Çocuklarına yapabildi mi bilmiyorum, umarım yapmıştır. Dövüş
sanatlarında usta, kaleleri tek başına fetheden, bir bakışıyla
etrafına korku salan bir adamın naifliğine bakın. Şu hayaldeki
sıcaklık ve samimiyet sanatçı ruhuna ne kadar da yakışıyor.
Anlatılacak yönleri çok efendim. Ama değinmeden
geçemeyeceğim. Ne yakışıklı bir adamdı be. Allah vergisi bir
karizması vardı. Gözler renkli saçlar havalı. Heybetliydi. Düşmana
korku dosta güven veren dik bir duruşu vardı. Adeta güç timsaliydi.
Aslan gibi bir adamdı. Hem de tam bir aile babasıydı. Çocuklarını ,ki
Allah uzun ömürler versin koca adamlar olmuşlar,hala yanlarından
ayırmadığına şahit oluyorduk. Hep o sıcak aile görüntüsünü bizlere
çok güzel sundu.
Cüneyt Arkın bizlere çok güzel duygular yaşattı ve aramızdan göçtü
gitti.
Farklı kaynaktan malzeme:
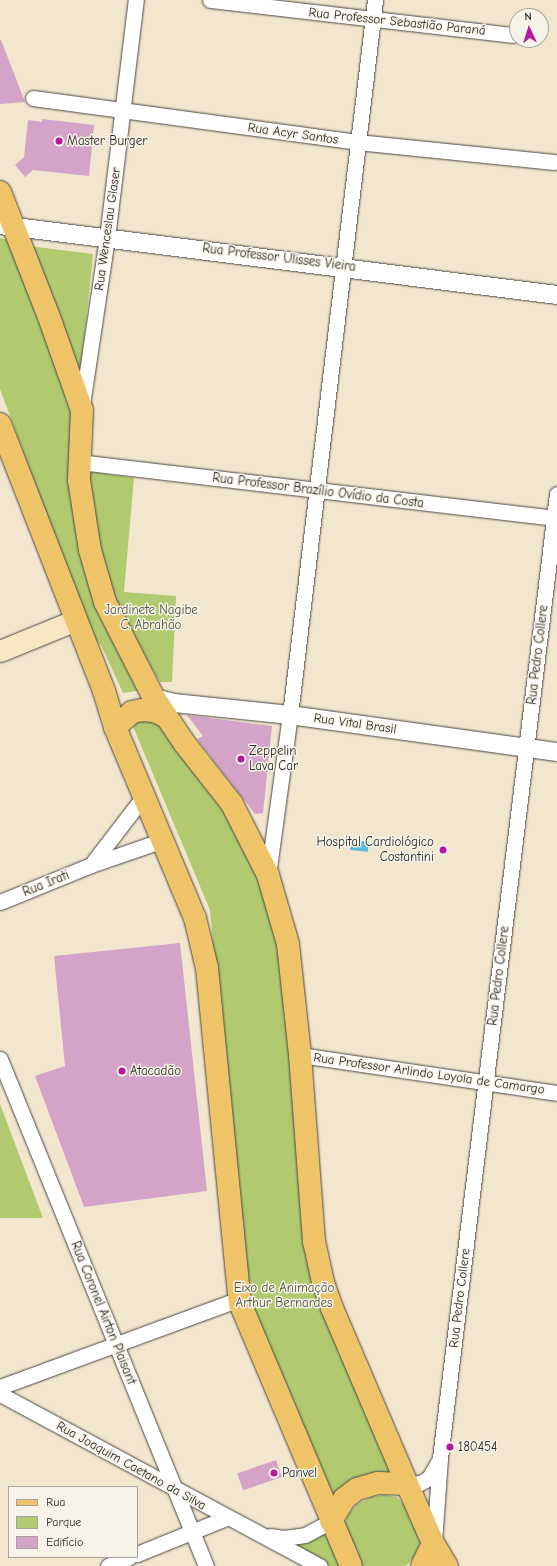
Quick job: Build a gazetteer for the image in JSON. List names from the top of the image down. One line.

Uzun bir önem unutulmayacak .En azından unutmayacak
birkaç nesli arkasında bırakabildi. Başkaları gibi mal mülk yığmakla
hayatını boş şeylere adamakla geçirmedi. Kendi nezaketinden
dolayı yatırım işlerine heves etmedim, bu konuda beceriksizim
dese de hiçbir zaman bunlar için yaşamadığından böyle.
Öncelikleri eğitim, kültür, aile ve sanat olduğundan.
Örnek kişilik, saygıdeğer kalıcı işler.